The hypothalamus, in the base of the brain, produces thyrotropin-releasing hormone (TRH). TRH stimulates the pituitary gland to produce TSH.
Somatostatin is also produced by the hypothalamus, and has an opposite effect on the pituitary production of TSH, decreasing or inhibiting its release.
The concentration of thyroid hormones (T3 and T4) in the blood regulates the pituitary release of TSH; when T3 and T4 concentrations are low, the production of TSH is increased, and, conversely, when T3 and T4 concentrations are high, TSH production is decreased. This is an example of a negative feedback loop.[5] Any inappropriateness of measured values, for instance a low-normal TSH together with a low-normal T4 may signal tertiary (central) disease and a TSH to TRH pathology.

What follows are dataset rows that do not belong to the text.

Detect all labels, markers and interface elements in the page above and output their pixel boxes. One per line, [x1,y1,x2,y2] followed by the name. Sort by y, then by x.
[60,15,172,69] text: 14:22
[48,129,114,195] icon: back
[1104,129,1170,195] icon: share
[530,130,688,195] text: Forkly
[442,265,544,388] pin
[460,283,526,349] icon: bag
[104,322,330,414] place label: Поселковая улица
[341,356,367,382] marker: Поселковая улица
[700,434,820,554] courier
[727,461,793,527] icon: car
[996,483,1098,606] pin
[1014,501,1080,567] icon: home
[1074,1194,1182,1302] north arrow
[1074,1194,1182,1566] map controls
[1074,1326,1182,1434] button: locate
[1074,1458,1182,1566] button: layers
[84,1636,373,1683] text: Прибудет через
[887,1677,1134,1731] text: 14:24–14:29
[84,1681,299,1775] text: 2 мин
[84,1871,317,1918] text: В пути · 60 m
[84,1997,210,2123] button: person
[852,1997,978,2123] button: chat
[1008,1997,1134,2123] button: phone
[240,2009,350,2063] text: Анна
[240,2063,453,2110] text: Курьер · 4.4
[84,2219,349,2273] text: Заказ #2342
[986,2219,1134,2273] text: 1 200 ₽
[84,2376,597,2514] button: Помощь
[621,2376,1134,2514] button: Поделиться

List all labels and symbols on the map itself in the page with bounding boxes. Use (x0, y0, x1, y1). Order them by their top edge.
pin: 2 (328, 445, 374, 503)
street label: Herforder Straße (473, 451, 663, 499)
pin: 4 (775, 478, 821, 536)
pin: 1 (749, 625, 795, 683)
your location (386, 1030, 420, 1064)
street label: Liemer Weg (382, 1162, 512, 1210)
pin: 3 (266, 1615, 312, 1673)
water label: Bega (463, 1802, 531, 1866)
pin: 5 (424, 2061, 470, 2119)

Elevated reverse T3 (RT3) together with low-normal TSH and low-normal T3, T4 values, which is regarded as indicative for euthyroid sick syndrome, may also have to be investigated for chronic subacute thyroiditis (SAT) with output of subpotent hormones. Absence of antibodies in patients with diagnoses of an autoimmune thyroid in their past would always be suspicious for development to SAT even in the presence of a normal TSH because there is no known recovery from autoimmunity.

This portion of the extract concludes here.